## SOURCE MATERIAL
:::

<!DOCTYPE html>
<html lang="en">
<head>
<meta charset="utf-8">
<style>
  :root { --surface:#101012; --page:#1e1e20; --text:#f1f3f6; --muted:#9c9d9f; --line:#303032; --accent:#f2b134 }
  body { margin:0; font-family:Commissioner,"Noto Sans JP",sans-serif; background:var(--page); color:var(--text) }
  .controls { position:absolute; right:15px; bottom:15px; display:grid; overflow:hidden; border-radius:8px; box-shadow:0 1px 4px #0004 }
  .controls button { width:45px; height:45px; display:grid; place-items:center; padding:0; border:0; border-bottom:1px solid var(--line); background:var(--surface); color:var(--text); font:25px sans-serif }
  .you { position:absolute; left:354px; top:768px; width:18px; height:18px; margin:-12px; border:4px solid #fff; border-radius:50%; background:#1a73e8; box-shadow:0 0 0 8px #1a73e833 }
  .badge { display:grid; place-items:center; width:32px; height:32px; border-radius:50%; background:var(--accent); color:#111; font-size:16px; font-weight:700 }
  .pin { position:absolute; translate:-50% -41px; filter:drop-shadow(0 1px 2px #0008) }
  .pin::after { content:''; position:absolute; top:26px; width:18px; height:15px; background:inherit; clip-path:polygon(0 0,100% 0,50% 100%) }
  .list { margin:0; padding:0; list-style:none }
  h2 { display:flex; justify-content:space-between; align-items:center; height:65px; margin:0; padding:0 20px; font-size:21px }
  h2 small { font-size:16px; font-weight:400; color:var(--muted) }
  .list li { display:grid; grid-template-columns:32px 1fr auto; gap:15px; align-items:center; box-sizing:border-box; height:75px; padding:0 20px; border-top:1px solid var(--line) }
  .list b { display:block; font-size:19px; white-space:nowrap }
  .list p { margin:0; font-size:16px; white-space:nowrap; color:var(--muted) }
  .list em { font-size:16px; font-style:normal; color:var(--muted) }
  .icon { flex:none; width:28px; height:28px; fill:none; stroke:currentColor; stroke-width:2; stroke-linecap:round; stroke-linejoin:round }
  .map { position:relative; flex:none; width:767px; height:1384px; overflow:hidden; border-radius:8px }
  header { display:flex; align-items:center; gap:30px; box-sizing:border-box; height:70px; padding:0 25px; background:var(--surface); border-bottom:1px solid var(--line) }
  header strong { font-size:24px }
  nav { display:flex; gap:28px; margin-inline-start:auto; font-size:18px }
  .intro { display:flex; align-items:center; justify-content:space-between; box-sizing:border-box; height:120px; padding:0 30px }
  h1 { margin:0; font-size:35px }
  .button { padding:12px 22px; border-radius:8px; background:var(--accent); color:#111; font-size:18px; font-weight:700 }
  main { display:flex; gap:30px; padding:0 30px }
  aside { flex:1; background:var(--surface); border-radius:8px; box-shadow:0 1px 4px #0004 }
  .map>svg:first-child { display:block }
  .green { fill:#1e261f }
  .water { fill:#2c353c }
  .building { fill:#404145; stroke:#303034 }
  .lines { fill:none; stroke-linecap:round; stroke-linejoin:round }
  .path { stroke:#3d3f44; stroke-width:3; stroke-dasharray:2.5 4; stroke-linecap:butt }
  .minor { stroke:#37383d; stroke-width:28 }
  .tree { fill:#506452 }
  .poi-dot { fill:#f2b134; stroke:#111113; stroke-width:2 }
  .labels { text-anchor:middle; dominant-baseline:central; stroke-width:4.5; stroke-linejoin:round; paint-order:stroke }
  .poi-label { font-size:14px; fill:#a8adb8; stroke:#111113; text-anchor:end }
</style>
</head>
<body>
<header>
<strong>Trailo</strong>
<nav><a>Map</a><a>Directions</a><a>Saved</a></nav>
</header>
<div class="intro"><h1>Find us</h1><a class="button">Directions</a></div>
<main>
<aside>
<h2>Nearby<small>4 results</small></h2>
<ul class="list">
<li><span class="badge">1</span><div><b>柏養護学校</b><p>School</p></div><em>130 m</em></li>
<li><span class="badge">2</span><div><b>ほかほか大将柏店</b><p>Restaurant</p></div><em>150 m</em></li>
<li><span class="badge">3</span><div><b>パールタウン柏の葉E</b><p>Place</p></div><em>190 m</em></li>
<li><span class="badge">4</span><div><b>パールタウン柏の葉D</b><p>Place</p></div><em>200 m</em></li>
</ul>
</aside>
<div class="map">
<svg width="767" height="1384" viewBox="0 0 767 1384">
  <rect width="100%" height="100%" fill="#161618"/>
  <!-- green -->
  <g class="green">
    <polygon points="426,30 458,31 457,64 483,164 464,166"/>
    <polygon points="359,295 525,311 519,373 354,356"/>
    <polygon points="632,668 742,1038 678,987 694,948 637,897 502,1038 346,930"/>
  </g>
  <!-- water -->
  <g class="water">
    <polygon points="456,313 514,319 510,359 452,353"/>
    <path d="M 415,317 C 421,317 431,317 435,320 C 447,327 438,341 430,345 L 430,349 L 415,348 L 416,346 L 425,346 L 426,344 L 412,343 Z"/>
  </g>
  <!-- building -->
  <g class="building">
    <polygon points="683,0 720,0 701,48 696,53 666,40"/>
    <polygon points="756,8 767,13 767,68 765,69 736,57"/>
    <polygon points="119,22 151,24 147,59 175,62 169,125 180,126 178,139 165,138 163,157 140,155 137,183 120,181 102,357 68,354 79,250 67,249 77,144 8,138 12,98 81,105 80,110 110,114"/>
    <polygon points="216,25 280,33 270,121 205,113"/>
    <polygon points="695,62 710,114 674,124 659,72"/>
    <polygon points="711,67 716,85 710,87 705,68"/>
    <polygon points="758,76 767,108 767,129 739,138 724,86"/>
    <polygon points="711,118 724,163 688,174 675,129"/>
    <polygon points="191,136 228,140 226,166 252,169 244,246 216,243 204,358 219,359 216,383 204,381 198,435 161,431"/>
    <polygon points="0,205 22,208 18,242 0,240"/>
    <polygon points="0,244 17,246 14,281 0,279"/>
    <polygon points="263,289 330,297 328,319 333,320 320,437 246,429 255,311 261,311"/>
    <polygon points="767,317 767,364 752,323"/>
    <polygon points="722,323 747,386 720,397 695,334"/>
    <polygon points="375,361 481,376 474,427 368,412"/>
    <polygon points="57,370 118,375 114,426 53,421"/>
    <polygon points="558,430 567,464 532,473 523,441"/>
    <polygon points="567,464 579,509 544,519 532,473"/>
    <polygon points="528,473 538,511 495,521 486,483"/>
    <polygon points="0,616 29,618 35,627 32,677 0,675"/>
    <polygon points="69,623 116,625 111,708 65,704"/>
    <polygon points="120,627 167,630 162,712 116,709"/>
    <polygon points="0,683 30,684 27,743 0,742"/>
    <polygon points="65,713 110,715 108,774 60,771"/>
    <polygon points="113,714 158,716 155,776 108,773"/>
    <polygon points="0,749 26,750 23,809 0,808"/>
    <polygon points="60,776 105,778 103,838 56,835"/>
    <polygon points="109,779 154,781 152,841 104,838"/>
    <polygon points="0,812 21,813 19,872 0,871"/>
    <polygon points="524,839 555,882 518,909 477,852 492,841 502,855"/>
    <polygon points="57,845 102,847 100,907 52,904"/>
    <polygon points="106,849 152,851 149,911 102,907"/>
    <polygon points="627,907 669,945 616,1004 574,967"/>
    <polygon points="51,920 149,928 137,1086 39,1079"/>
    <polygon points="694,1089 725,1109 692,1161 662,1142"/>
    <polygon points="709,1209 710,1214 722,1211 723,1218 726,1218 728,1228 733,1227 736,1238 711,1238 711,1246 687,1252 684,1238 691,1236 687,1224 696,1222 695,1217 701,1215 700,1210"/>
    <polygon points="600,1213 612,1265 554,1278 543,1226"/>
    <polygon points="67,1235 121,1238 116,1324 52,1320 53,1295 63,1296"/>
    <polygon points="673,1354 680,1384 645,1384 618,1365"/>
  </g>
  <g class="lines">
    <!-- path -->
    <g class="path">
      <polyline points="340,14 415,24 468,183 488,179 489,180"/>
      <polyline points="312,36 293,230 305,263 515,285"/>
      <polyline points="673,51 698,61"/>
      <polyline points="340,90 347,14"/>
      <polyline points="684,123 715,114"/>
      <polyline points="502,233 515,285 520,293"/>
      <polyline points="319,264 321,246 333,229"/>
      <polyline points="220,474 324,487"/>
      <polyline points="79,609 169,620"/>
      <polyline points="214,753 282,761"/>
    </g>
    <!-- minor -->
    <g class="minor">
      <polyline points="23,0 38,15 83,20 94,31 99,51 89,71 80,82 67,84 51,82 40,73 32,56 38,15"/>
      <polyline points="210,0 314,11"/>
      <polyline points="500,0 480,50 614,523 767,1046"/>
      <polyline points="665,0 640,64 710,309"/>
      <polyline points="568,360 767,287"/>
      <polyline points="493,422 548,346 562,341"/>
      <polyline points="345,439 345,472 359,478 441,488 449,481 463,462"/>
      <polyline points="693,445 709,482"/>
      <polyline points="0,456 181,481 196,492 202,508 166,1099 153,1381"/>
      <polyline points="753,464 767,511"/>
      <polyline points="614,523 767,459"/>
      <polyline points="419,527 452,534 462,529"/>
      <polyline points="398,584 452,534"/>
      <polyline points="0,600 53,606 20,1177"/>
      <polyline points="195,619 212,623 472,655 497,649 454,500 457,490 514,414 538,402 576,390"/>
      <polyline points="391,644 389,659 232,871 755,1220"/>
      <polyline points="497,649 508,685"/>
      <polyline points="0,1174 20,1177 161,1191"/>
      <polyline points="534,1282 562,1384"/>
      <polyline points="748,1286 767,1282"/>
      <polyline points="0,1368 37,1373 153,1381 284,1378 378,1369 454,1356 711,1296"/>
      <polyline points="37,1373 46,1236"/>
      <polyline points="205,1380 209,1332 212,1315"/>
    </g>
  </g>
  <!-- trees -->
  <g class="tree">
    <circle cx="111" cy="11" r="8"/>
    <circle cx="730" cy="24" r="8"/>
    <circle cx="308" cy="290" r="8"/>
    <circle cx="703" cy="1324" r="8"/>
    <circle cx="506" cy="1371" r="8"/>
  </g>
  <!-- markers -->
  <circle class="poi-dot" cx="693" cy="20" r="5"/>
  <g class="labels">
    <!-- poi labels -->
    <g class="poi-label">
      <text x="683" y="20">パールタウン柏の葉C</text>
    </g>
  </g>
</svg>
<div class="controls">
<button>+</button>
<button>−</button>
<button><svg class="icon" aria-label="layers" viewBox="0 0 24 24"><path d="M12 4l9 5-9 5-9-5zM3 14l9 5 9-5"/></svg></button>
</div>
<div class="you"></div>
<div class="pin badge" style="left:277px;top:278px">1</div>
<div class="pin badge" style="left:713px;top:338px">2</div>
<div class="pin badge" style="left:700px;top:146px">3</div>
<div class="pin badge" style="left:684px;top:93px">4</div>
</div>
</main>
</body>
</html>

:::

## HOW TO COMPLETE THIS TASK
Copy, exactly and only, the lines above that begin with the one containing "display:grid; place-items:center; width:32px;" and finish with the one containing "display:grid; grid-template-columns:32px 1fr".

## ANSWER TO THIS TASK
  .badge { display:grid; place-items:center; width:32px; height:32px; border-radius:50%; background:var(--accent); color:#111; font-size:16px; font-weight:700 }
  .pin { position:absolute; translate:-50% -41px; filter:drop-shadow(0 1px 2px #0008) }
  .pin::after { content:''; position:absolute; top:26px; width:18px; height:15px; background:inherit; clip-path:polygon(0 0,100% 0,50% 100%) }
  .list { margin:0; padding:0; list-style:none }
  h2 { display:flex; justify-content:space-between; align-items:center; height:65px; margin:0; padding:0 20px; font-size:21px }
  h2 small { font-size:16px; font-weight:400; color:var(--muted) }
  .list li { display:grid; grid-template-columns:32px 1fr auto; gap:15px; align-items:center; box-sizing:border-box; height:75px; padding:0 20px; border-top:1px solid var(--line) }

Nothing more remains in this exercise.